Descrevendo a situação da ocorrência, explicou que a tragédia envolveu dois camiões e um autocarro da transportadora Nhancale, que tentou fazer uma ultrapassagem irregular, embateu num dos camiões e capotou, provocando a morte de, pelo menos, 31 pessoas no local e ferindo outras 28 pessoas, 12 das quais gravemente. “Constatamos que se tratou de uma ultrapassagem irregular, associada ao excesso de velocidade por parte do autocarro”, vincou.

Fracturas, amputações e esmagamento….

No local, durante o fim-de-semana o sangue ainda fresco no asfalto revelava a magnitude do acidente, ocorrido na principal estrada do país (EN1), no distrito da Manhiça, província de Maputo.

O autocarro em que as vítimas seguiam foi retirado da estrada, mas os destroços, alguns dos quais ensanguentados, continuavam no local, bem como os dois outros camiões que se envolveram no sinistro.

Os sobreviventes foram levados durante a noite para o Hospital Distrital da Manhiça, mas posteriormente foram transferidos para Hospital Central de Maputo, o maior do país.

Citado pelo diário “O País”, o director clínico do banco de socorros do Hospital Distrital da Manhiça, avançou que as causas da morte da maior parte das pessoas que a unidade recebeu foram amputação traumática e múltiplas fracturas expostas, embora alguns tenham perdido a vida esmagados durante o acidente. “Muitos deles chegaram já sem membros”, declarou Milton Meneses, acrescentando que, desde a noite de sábado, várias famílias têm estado no hospital para identificar os corpos.

Sanções severas em vista…

As autoridades policiais e do sector do transporte no país ponderam retirar a licença aos Transportes Nhancale, cujo autocarro esteve na origem do acidente rodoviário que causou dezenas de mortes semeando luto em inúmeras famílias moçambicanas.

O Comandante Geral da PRM, Bernardino Rafael, apresentou a hipótese de banir a transportadora tendo em conta que esta não é a primeira vez que a mesma se envolve em sinistros de igual dimensão.

Em 2017, a empresa foi sancionada pelas autoridades rodoviárias nacionais por ter estado na origem de um acidente que vitimou 12 pessoas na província de Inhambane.
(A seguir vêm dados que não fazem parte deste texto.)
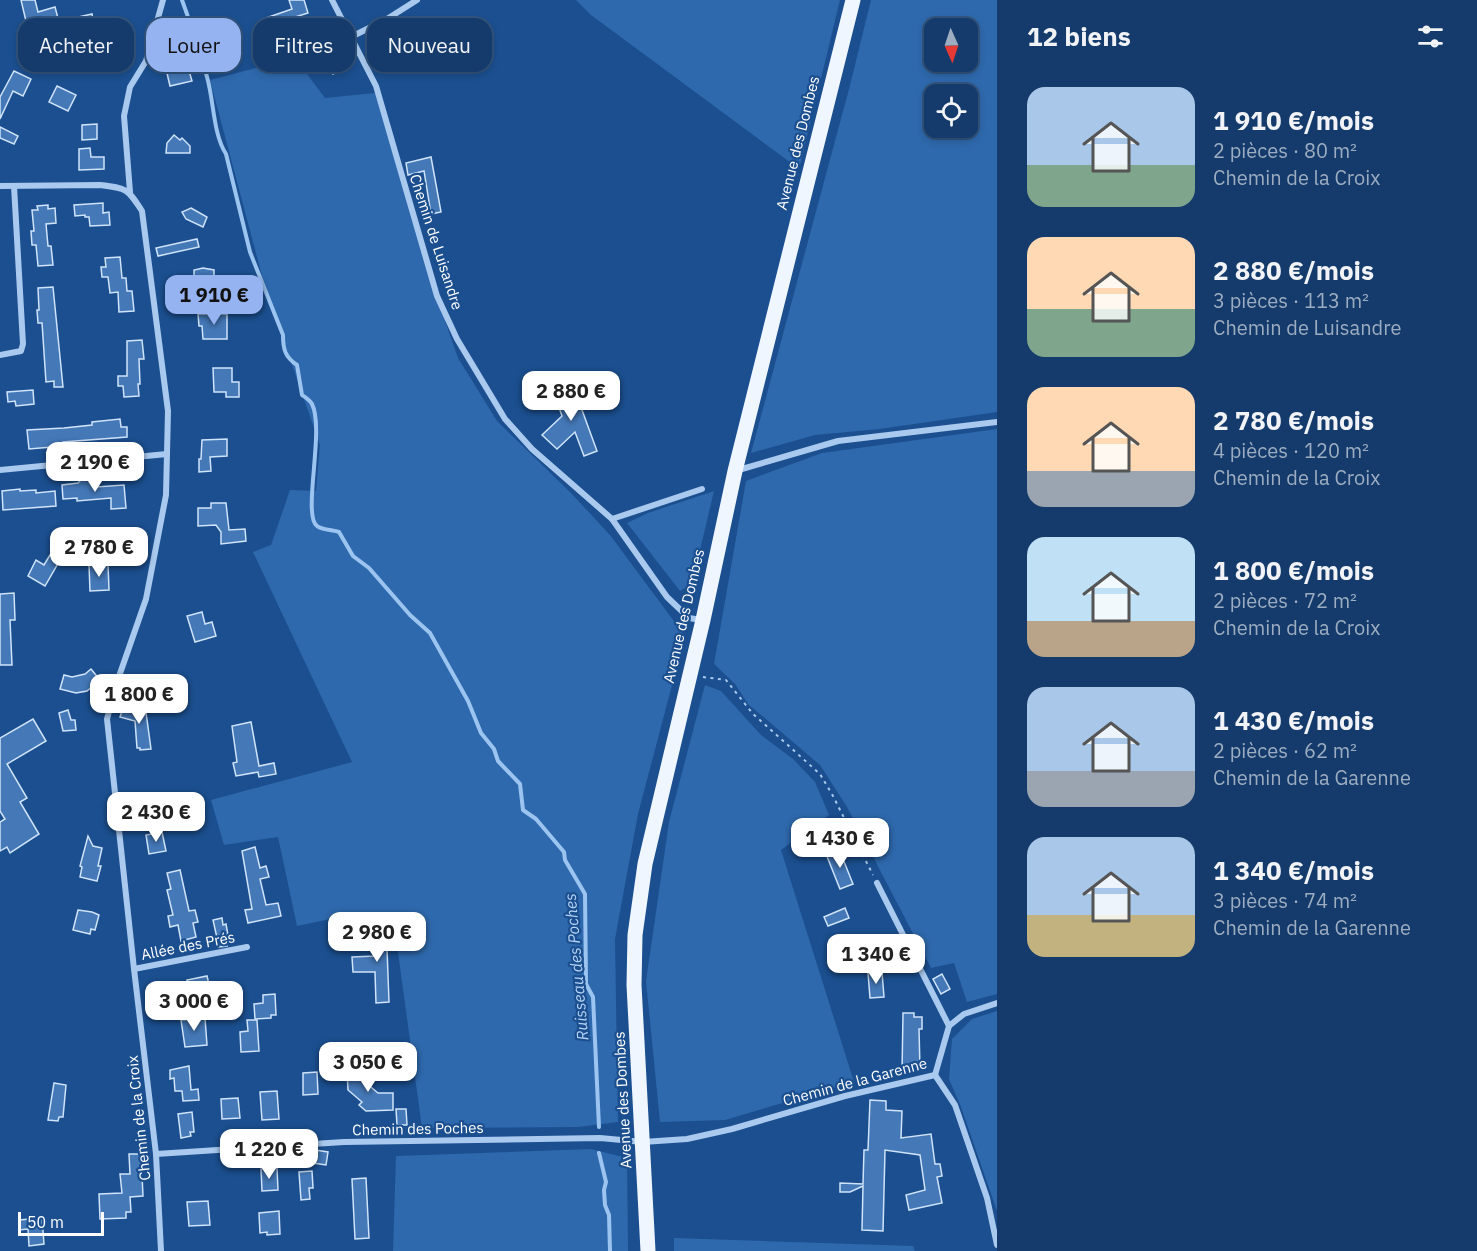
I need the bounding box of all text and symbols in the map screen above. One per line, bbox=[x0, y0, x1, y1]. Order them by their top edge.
chip: Acheter bbox=[18, 18, 134, 72]
chip: Louer bbox=[146, 18, 241, 72]
chip: Filtres bbox=[253, 18, 355, 72]
chip: Nouveau bbox=[367, 18, 492, 72]
north arrow bbox=[924, 18, 978, 72]
map controls bbox=[924, 18, 978, 138]
text: 12 biens bbox=[1027, 19, 1131, 53]
icon: filters bbox=[1414, 20, 1447, 53]
street label: Avenue des Dombes bbox=[772, 74, 823, 212]
button: locate bbox=[924, 84, 978, 138]
text: 1 910 €/mois bbox=[1213, 103, 1374, 137]
icon: home bbox=[1075, 111, 1147, 183]
text: 2 pièces · 80 m² bbox=[1213, 137, 1357, 164]
text: Chemin de la Croix bbox=[1213, 164, 1380, 191]
street label: Chemin de Luisandre bbox=[406, 172, 467, 312]
text: 2 880 €/mois bbox=[1213, 253, 1374, 287]
icon: home bbox=[1075, 261, 1147, 333]
pin: 1 910 € bbox=[159, 275, 269, 326]
text: 1 910 € bbox=[179, 281, 249, 308]
text: 3 pièces · 113 m² bbox=[1213, 287, 1369, 314]
text: Chemin de Luisandre bbox=[1213, 314, 1401, 341]
pin: 2 880 € bbox=[516, 371, 626, 422]
text: 2 880 € bbox=[536, 377, 606, 404]
text: 2 780 €/mois bbox=[1213, 403, 1374, 437]
icon: home bbox=[1075, 411, 1147, 483]
text: 4 pièces · 120 m² bbox=[1213, 437, 1369, 464]
pin: 2 190 € bbox=[40, 442, 150, 493]
text: 2 190 € bbox=[60, 448, 130, 475]
text: Chemin de la Croix bbox=[1213, 464, 1380, 491]
pin: 2 780 € bbox=[44, 527, 154, 578]
text: 2 780 € bbox=[64, 533, 134, 560]
street label: Avenue des Dombes bbox=[659, 547, 708, 685]
text: 1 800 €/mois bbox=[1213, 553, 1374, 587]
icon: home bbox=[1075, 561, 1147, 633]
text: 2 pièces · 72 m² bbox=[1213, 587, 1357, 614]
text: Chemin de la Croix bbox=[1213, 614, 1380, 641]
pin: 1 800 € bbox=[84, 674, 194, 725]
text: 1 800 € bbox=[104, 680, 174, 707]
text: 1 430 €/mois bbox=[1213, 703, 1374, 737]
icon: home bbox=[1075, 711, 1147, 783]
text: 2 pièces · 62 m² bbox=[1213, 737, 1357, 764]
text: Chemin de la Garenne bbox=[1213, 764, 1411, 791]
pin: 2 430 € bbox=[101, 792, 211, 843]
text: 2 430 € bbox=[121, 798, 191, 825]
pin: 1 430 € bbox=[785, 818, 895, 869]
text: 1 430 € bbox=[805, 824, 875, 851]
text: 1 340 €/mois bbox=[1213, 853, 1374, 887]
icon: home bbox=[1075, 861, 1147, 933]
text: 3 pièces · 74 m² bbox=[1213, 887, 1357, 914]
water label: Ruisseau des Poches bbox=[560, 893, 592, 1041]
pin: 2 980 € bbox=[322, 912, 432, 963]
text: Chemin de la Garenne bbox=[1213, 914, 1411, 941]
text: 2 980 € bbox=[342, 918, 412, 945]
street label: Allée des Prés bbox=[139, 927, 237, 964]
pin: 1 340 € bbox=[821, 934, 931, 985]
text: 1 340 € bbox=[841, 940, 911, 967]
pin: 3 000 € bbox=[139, 981, 249, 1032]
text: 3 000 € bbox=[159, 987, 229, 1014]
street label: Avenue des Dombes bbox=[609, 1031, 636, 1169]
pin: 3 050 € bbox=[313, 1042, 423, 1093]
text: 3 050 € bbox=[333, 1048, 403, 1075]
street label: Chemin de la Garenne bbox=[781, 1053, 929, 1110]
street label: Chemin de la Croix bbox=[122, 1054, 155, 1181]
street label: Chemin des Poches bbox=[352, 1118, 484, 1139]
pin: 1 220 € bbox=[214, 1129, 324, 1180]
text: 1 220 € bbox=[234, 1135, 304, 1162]
scale bar bbox=[18, 1209, 104, 1236]
text: 50 m bbox=[27, 1212, 64, 1232]

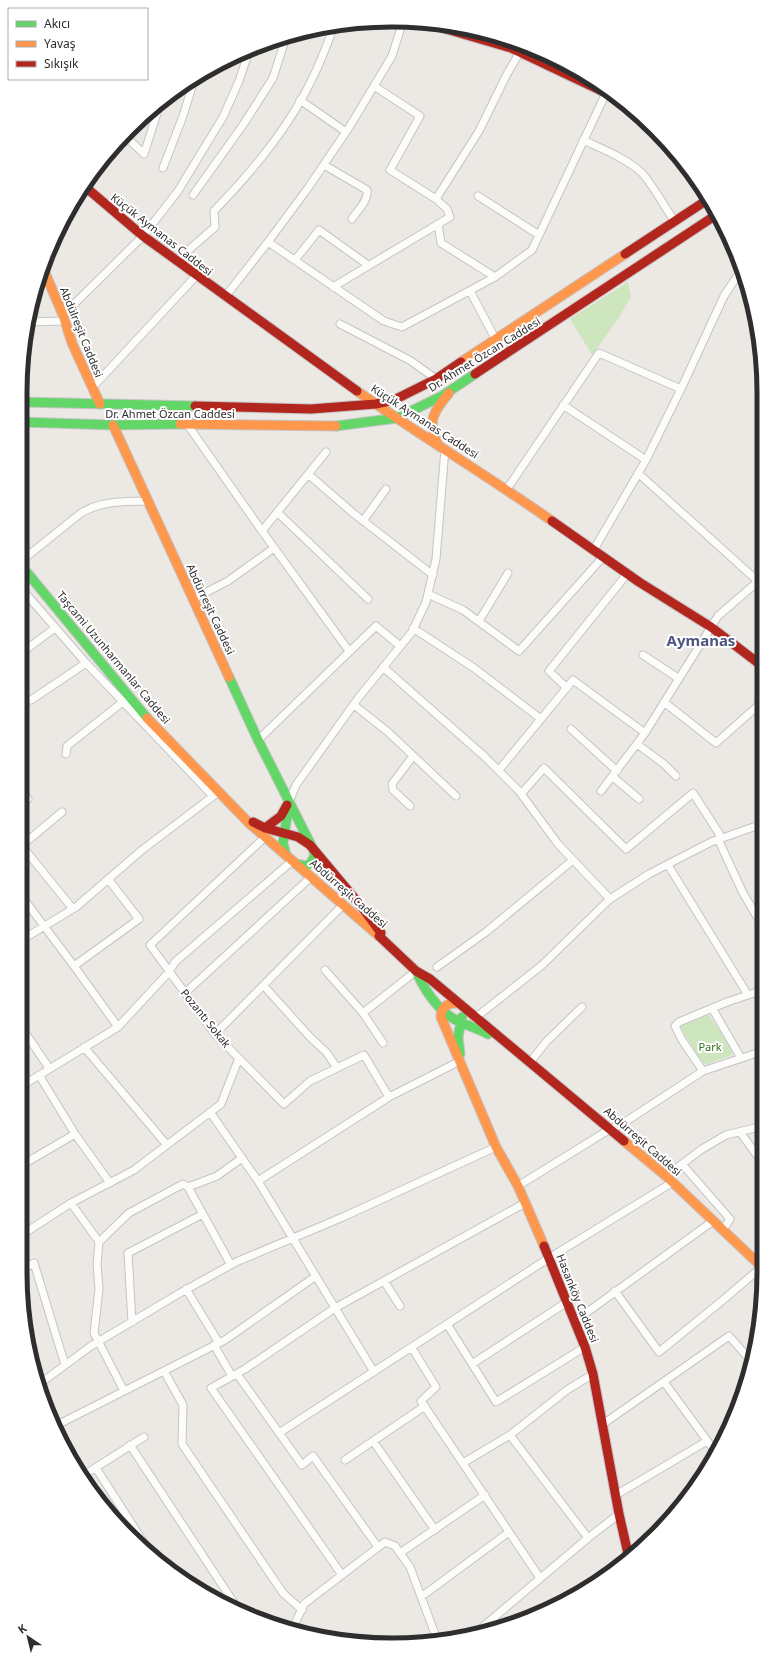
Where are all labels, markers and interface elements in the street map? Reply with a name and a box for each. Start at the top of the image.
legend [8,8,148,80]
text: Akıcı [44,15,70,32]
text: Yavaş [44,35,76,52]
text: Sıkışık [44,55,79,72]
street label: Küçük Aymanas Caddesi [108,189,216,279]
street label: Abdülreşit Caddesi [57,284,107,380]
street label: Dr. Ahmet Özcan Caddesi [425,313,543,395]
street label: Küçük Aymanas Caddesi [368,381,482,461]
street label: Dr. Ahmet Özcan Caddesi [105,406,235,421]
street label: Abdürreşit Caddesi [183,561,239,657]
street label: Taşcami Uzunharmanlar Caddesi [54,587,174,727]
district label: Aymanas [667,630,735,650]
street label: Abdürreşit Caddesi [307,855,391,931]
street label: Pozantı Sokak [178,985,234,1051]
park label: Park [698,1039,722,1054]
street label: Abdürreşit Caddesi [601,1103,685,1179]
street label: Hasanköy Caddesi [553,1251,603,1345]
north arrow [8,1617,48,1657]
text: K [15,1620,30,1637]

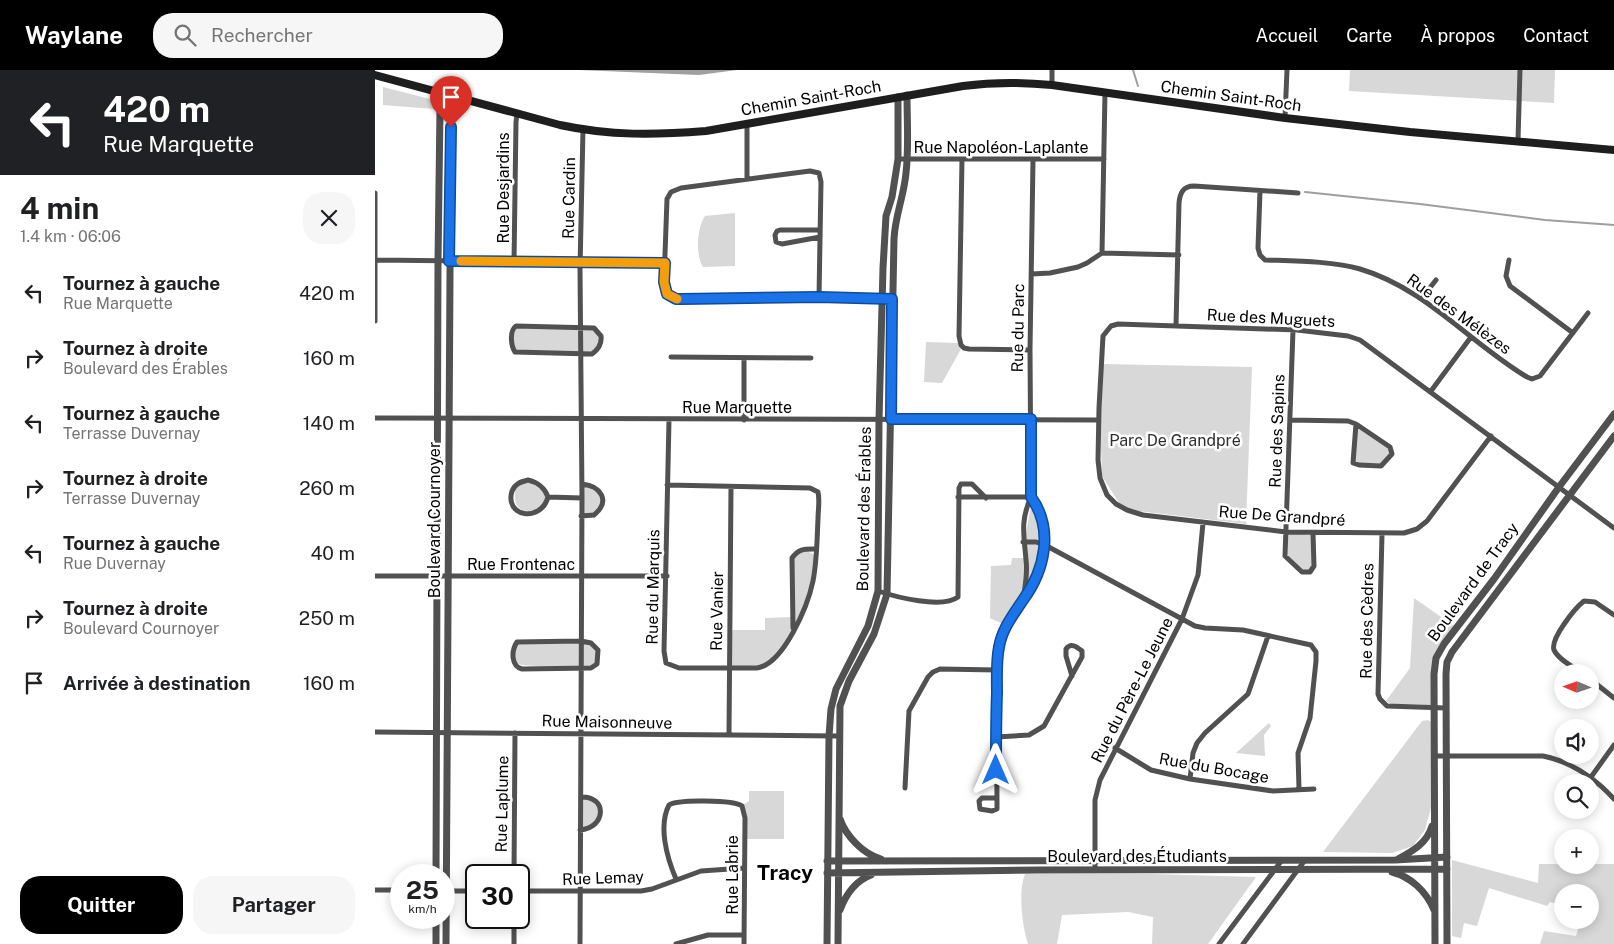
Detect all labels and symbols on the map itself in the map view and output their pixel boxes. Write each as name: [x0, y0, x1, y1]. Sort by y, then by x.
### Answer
pin: [430, 76, 472, 127]
street label: Chemin Saint-Roch: [739, 76, 883, 120]
street label: Chemin Saint-Roch: [1159, 77, 1303, 115]
street label: Rue Desjardins: [494, 132, 513, 244]
street label: Rue Napoléon-Laplante: [913, 138, 1089, 157]
street label: Rue Cardin: [559, 157, 579, 239]
street label: Rue des Mélèzes: [1403, 270, 1515, 358]
street label: Rue du Parc: [1008, 283, 1028, 373]
street label: Rue des Muguets: [1206, 305, 1336, 331]
street label: Rue des Sapins: [1266, 374, 1288, 488]
street label: Rue Marquette: [682, 398, 792, 417]
street label: Boulevard des Érables: [852, 426, 875, 592]
park label: Parc De Grandpré: [1109, 431, 1241, 450]
street label: Boulevard Cournoyer: [425, 442, 444, 598]
street label: Rue De Grandpré: [1218, 502, 1346, 530]
street label: Boulevard de Tracy: [1424, 519, 1523, 645]
street label: Rue du Marquis: [642, 529, 664, 645]
street label: Rue Frontenac: [467, 555, 575, 574]
street label: Rue des Cèdres: [1356, 563, 1378, 679]
street label: Rue Vanier: [707, 571, 727, 651]
street label: Rue du Père-Le Jeune: [1087, 614, 1177, 766]
north arrow: [1554, 664, 1599, 709]
street label: Rue Maisonneuve: [542, 711, 672, 733]
position arrow: [969, 743, 1021, 795]
street label: Rue du Bocage: [1158, 749, 1270, 787]
street label: Rue Laplume: [492, 755, 512, 853]
street label: Rue Labrie: [723, 835, 742, 915]
street label: Boulevard des Étudiants: [1047, 846, 1227, 866]
district label: Tracy: [757, 860, 813, 885]
speed limit sign: 30: [465, 864, 530, 929]
street label: Rue Lemay: [562, 867, 645, 889]

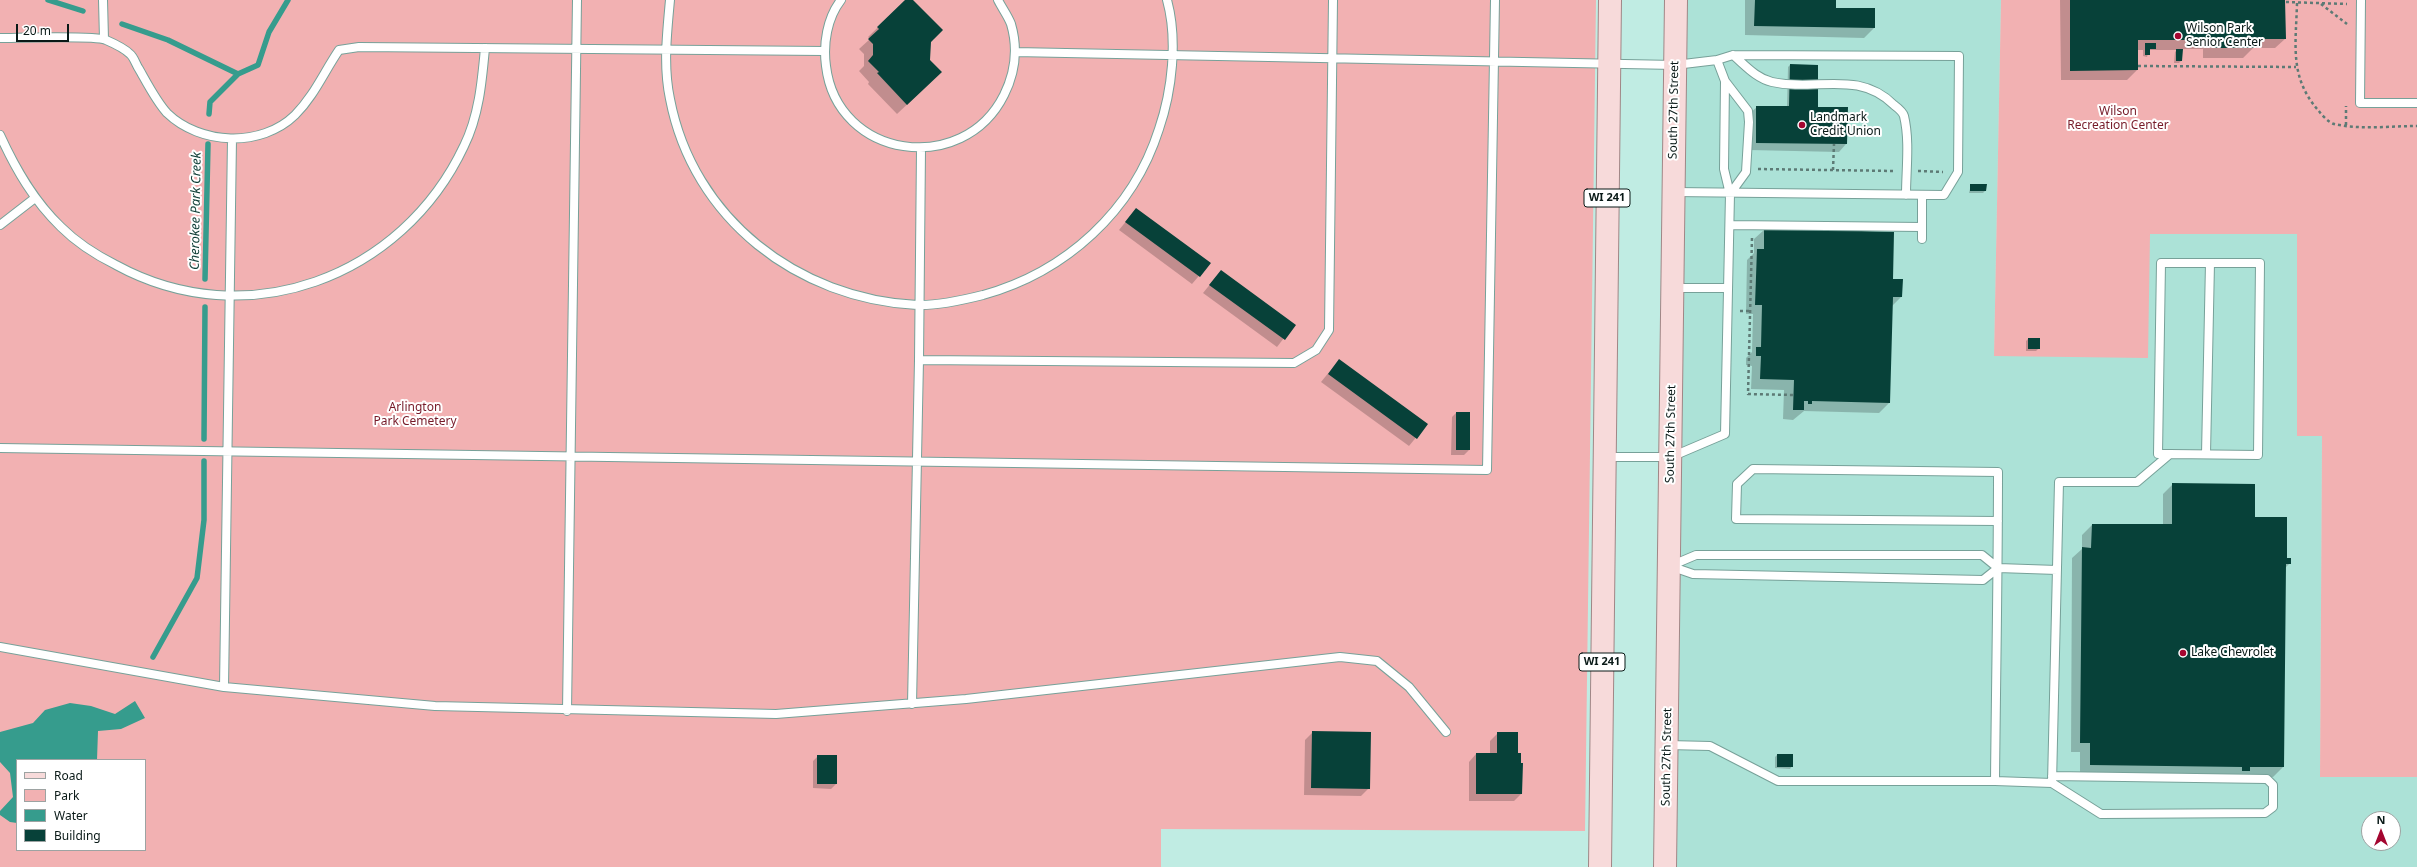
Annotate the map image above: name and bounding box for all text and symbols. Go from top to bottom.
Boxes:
scale bar [18,16,71,42]
text: 20 m [23,22,51,39]
place label: Wilson Park Senior Center [2186,22,2263,50]
marker: Wilson Park Senior Center [2173,31,2183,41]
street label: South 27th Street [1666,61,1682,159]
park label: Wilson Recreation Center [2067,105,2169,133]
place label: Landmark Credit Union [1810,111,1881,139]
marker: Landmark Credit Union [1797,120,1807,130]
water label: Cherokee Park Creek [187,152,205,270]
road number: WI 241 [1584,189,1630,207]
street label: South 27th Street [1663,385,1679,483]
park label: Arlington Park Cemetery [374,401,456,429]
place label: Lake Chevrolet [2191,646,2274,660]
marker: Lake Chevrolet [2178,648,2188,658]
road number: WI 241 [1579,653,1625,671]
street label: South 27th Street [1659,708,1675,806]
legend [16,759,146,851]
text: Road [54,767,83,784]
text: Park [54,787,79,804]
text: Water [54,807,88,824]
north arrow [2361,811,2401,851]
text: N [2377,812,2385,827]
text: Building [54,827,101,844]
“A empresa tem essa recorrência de acidentes de viação, pelo que não está a beneficiar os seus clientes, nem a si própria, então a sua existência deve ser nula”, afirmou o Comandante geral.

Por seu turno, o ministro dos Transportes e Comunicações, Janfar Abdulai, que também esteve no local, garante que em menos de duas semanas serão relevados os resultados da investigação ao acidente e então será decidida ou não suspensão da Transportadora Nhancale.

“Esta transportadora foi suspensa em 2017 e voltou a trabalhar, porque reuniu os requisitos para retomar. Agora, vamos fazer um trabalho de apuramento das causas do acidente e, se se provar que a responsabilidade é da transportadora, será suspensa. A nossa comissão também vai garantir que tudo que for da responsabilidade do Estado seja devidamente assumido. Este é um trabalho multissectorial e as equipas estão a trabalhar”, disse Abdulai.

A situação da sinistralidade rodoviária em Moçambique é apontada por várias organizações não governamentais como dramática, com o país a ocupar a sexta posição da lista de países com maior índice de sinistralidade na África Austral.

Em média, pelo menos mil pessoas morrem anualmente em acidentes de viação em estradas moçambicanas, segundo dados avançados à Lusa, em maio, pela Associação Moçambicana para Vítimas de Acidentes de Viação (Amviro).

No entanto, em 2020, o país registou o número mais baixo de fatalidades nas estradas dos últimos 10 anos (855 óbitos), um dado associado às restrições impostas pela Covid-19.